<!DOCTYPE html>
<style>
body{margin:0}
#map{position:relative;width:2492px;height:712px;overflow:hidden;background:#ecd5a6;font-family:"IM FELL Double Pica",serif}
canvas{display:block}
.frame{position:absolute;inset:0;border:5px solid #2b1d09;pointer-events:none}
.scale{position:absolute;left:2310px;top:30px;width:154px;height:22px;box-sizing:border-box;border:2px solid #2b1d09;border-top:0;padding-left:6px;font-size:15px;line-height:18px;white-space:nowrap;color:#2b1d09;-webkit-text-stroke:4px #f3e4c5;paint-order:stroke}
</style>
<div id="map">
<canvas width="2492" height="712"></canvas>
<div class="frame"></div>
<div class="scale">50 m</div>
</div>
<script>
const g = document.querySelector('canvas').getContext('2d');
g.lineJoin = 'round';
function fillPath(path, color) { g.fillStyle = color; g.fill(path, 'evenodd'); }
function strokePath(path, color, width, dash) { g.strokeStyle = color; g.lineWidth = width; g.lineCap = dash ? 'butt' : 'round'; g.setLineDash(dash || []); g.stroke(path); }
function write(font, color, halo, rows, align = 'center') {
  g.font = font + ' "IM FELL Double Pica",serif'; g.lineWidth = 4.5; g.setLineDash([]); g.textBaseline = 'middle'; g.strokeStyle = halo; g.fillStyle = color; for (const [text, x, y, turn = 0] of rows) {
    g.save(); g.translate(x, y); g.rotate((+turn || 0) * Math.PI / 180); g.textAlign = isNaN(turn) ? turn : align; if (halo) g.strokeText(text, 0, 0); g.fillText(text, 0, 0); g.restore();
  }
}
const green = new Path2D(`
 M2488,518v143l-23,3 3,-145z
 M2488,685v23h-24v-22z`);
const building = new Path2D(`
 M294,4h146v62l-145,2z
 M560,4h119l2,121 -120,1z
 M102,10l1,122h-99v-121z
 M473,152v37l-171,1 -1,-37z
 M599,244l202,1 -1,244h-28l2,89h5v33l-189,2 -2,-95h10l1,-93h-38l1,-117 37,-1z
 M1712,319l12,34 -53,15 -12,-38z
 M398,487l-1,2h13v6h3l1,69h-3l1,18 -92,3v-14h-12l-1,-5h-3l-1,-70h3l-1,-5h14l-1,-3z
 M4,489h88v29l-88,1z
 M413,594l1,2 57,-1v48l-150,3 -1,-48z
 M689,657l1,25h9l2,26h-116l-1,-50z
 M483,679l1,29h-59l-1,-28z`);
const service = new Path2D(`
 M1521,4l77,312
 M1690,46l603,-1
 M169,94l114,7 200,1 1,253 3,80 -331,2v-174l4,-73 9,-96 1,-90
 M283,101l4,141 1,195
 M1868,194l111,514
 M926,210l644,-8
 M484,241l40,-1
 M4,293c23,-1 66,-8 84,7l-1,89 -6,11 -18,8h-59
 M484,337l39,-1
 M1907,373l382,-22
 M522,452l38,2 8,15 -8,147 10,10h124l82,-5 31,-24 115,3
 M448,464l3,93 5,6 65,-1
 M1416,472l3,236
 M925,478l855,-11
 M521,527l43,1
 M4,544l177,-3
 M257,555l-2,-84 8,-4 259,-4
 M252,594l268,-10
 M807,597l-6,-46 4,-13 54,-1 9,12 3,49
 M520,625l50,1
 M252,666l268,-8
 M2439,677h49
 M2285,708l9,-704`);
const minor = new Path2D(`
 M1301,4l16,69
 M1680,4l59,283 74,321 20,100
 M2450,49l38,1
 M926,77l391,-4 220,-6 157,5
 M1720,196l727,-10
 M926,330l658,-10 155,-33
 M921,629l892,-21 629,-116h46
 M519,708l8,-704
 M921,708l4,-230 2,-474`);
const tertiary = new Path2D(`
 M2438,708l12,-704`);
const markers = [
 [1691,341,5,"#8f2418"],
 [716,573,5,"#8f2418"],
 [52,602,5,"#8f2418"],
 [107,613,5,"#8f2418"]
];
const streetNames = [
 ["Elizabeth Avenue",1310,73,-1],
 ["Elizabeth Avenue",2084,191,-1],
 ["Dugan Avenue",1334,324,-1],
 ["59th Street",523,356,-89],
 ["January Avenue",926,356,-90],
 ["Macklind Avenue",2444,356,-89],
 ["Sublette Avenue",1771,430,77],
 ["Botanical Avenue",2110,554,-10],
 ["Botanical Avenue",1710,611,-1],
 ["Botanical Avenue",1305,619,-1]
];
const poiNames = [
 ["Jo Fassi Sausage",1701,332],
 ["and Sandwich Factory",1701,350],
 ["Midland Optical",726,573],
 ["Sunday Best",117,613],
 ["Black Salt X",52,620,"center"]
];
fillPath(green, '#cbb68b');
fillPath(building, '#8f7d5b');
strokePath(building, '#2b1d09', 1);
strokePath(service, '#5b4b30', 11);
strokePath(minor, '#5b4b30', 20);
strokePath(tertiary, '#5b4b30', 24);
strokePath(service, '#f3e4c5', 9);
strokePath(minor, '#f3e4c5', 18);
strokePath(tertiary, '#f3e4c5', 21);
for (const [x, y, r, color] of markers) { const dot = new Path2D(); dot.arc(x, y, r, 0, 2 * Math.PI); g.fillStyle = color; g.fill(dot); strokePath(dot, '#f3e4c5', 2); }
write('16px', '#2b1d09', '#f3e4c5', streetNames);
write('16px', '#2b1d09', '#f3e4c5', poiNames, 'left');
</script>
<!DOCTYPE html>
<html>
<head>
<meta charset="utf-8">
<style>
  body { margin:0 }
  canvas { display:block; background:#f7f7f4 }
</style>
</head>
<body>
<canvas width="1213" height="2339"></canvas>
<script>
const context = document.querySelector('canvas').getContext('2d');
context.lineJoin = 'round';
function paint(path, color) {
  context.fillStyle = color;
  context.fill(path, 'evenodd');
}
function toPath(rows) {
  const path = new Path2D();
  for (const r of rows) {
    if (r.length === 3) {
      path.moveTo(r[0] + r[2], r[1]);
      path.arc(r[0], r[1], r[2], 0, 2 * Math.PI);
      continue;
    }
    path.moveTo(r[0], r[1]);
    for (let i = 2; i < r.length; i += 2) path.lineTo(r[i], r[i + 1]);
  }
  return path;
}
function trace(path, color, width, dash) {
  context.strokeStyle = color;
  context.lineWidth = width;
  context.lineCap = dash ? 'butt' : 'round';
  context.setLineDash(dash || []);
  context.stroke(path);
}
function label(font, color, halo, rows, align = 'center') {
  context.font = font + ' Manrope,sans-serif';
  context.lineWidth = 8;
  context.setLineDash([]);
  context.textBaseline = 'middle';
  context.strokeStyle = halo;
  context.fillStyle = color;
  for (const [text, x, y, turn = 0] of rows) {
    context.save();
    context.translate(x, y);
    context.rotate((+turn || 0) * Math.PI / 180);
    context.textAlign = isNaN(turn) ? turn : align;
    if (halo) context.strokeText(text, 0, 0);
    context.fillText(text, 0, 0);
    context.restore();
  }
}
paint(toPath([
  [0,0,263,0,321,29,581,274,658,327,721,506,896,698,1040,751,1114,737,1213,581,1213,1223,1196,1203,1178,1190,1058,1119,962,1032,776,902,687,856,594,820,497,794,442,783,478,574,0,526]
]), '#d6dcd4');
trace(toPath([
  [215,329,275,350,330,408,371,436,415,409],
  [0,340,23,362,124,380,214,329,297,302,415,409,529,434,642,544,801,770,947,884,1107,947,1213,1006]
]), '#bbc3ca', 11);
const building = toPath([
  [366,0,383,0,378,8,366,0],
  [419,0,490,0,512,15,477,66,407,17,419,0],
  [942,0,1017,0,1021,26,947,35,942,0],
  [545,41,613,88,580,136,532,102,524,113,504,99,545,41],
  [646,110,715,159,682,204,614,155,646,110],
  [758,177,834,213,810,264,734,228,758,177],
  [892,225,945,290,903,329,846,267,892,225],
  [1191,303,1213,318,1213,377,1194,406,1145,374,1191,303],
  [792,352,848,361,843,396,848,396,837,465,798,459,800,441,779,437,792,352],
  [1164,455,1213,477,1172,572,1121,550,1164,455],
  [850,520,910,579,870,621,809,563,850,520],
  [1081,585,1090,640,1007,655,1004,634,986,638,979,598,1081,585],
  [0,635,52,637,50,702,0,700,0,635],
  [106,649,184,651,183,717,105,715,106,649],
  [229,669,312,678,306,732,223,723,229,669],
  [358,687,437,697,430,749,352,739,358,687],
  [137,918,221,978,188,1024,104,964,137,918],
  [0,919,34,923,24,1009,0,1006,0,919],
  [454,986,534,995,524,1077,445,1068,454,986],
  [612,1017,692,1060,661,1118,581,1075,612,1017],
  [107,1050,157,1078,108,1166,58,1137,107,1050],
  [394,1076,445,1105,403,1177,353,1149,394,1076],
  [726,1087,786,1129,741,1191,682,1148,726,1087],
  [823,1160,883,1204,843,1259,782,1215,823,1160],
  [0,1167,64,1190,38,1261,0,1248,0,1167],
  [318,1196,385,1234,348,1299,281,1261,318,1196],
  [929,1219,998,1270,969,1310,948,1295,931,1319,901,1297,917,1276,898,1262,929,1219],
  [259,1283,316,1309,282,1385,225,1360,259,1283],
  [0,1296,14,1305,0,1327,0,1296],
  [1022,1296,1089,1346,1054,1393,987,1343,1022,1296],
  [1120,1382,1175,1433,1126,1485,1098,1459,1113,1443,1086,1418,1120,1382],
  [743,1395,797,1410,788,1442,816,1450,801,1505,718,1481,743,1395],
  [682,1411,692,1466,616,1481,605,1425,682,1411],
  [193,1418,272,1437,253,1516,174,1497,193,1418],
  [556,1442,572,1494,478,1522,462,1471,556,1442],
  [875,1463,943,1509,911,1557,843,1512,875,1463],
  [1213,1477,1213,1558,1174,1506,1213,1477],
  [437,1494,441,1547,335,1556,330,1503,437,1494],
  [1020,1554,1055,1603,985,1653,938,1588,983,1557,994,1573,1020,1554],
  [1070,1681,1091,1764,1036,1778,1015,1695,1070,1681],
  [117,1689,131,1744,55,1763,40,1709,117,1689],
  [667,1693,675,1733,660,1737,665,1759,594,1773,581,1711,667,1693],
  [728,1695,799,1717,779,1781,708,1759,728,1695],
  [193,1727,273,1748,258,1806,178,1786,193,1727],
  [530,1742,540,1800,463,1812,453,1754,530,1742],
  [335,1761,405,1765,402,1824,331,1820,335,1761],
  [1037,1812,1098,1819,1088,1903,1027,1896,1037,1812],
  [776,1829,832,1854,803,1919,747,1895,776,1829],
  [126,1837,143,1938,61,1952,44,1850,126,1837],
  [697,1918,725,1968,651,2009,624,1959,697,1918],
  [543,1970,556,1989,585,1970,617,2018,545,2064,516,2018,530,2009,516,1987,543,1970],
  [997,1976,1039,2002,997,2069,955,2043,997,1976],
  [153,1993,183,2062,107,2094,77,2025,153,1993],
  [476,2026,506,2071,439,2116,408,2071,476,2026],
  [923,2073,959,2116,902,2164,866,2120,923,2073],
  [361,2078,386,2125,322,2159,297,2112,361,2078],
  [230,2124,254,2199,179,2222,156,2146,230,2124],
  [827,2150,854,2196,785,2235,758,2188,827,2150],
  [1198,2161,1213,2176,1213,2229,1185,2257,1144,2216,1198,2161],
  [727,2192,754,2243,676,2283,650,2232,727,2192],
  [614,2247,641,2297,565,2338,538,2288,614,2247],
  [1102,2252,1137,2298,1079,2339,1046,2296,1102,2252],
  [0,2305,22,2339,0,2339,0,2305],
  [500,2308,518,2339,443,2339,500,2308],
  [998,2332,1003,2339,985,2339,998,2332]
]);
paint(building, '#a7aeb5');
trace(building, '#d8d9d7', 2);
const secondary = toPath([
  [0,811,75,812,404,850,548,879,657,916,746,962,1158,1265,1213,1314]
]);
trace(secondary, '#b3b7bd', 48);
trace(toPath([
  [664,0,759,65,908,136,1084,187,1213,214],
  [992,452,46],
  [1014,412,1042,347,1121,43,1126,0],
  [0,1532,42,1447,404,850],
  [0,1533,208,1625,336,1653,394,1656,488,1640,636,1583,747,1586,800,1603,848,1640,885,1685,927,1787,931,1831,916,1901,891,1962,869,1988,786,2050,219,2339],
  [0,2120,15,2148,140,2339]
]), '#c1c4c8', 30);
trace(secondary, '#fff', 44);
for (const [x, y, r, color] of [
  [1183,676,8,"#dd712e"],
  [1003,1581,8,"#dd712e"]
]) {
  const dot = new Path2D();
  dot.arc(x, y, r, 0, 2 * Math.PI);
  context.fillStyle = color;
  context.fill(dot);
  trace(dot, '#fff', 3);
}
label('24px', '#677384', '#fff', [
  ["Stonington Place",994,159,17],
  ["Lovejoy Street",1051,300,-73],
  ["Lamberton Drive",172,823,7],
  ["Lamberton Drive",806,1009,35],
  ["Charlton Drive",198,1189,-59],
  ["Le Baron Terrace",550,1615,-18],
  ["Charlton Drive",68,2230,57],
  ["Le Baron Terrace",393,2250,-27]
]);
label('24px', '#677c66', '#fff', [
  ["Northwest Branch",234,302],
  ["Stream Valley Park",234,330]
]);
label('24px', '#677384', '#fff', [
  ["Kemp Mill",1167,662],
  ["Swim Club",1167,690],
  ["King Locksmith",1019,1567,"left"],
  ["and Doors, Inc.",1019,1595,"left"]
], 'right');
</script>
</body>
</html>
______
» Task objective
In the listing above, find the line with "function fillPath(path, color)" and the line with "M2439,677h49", then print exactly those lines and every line between them.

» Solved problem
function fillPath(path, color) { g.fillStyle = color; g.fill(path, 'evenodd'); }
function strokePath(path, color, width, dash) { g.strokeStyle = color; g.lineWidth = width; g.lineCap = dash ? 'butt' : 'round'; g.setLineDash(dash || []); g.stroke(path); }
function write(font, color, halo, rows, align = 'center') {
  g.font = font + ' "IM FELL Double Pica",serif'; g.lineWidth = 4.5; g.setLineDash([]); g.textBaseline = 'middle'; g.strokeStyle = halo; g.fillStyle = color; for (const [text, x, y, turn = 0] of rows) {
    g.save(); g.translate(x, y); g.rotate((+turn || 0) * Math.PI / 180); g.textAlign = isNaN(turn) ? turn : align; if (halo) g.strokeText(text, 0, 0); g.fillText(text, 0, 0); g.restore();
  }
}
const green = new Path2D(`
 M2488,518v143l-23,3 3,-145z
 M2488,685v23h-24v-22z`);
const building = new Path2D(`
 M294,4h146v62l-145,2z
 M560,4h119l2,121 -120,1z
 M102,10l1,122h-99v-121z
 M473,152v37l-171,1 -1,-37z
 M599,244l202,1 -1,244h-28l2,89h5v33l-189,2 -2,-95h10l1,-93h-38l1,-117 37,-1z
 M1712,319l12,34 -53,15 -12,-38z
 M398,487l-1,2h13v6h3l1,69h-3l1,18 -92,3v-14h-12l-1,-5h-3l-1,-70h3l-1,-5h14l-1,-3z
 M4,489h88v29l-88,1z
 M413,594l1,2 57,-1v48l-150,3 -1,-48z
 M689,657l1,25h9l2,26h-116l-1,-50z
 M483,679l1,29h-59l-1,-28z`);
const service = new Path2D(`
 M1521,4l77,312
 M1690,46l603,-1
 M169,94l114,7 200,1 1,253 3,80 -331,2v-174l4,-73 9,-96 1,-90
 M283,101l4,141 1,195
 M1868,194l111,514
 M926,210l644,-8
 M484,241l40,-1
 M4,293c23,-1 66,-8 84,7l-1,89 -6,11 -18,8h-59
 M484,337l39,-1
 M1907,373l382,-22
 M522,452l38,2 8,15 -8,147 10,10h124l82,-5 31,-24 115,3
 M448,464l3,93 5,6 65,-1
 M1416,472l3,236
 M925,478l855,-11
 M521,527l43,1
 M4,544l177,-3
 M257,555l-2,-84 8,-4 259,-4
 M252,594l268,-10
 M807,597l-6,-46 4,-13 54,-1 9,12 3,49
 M520,625l50,1
 M252,666l268,-8
 M2439,677h49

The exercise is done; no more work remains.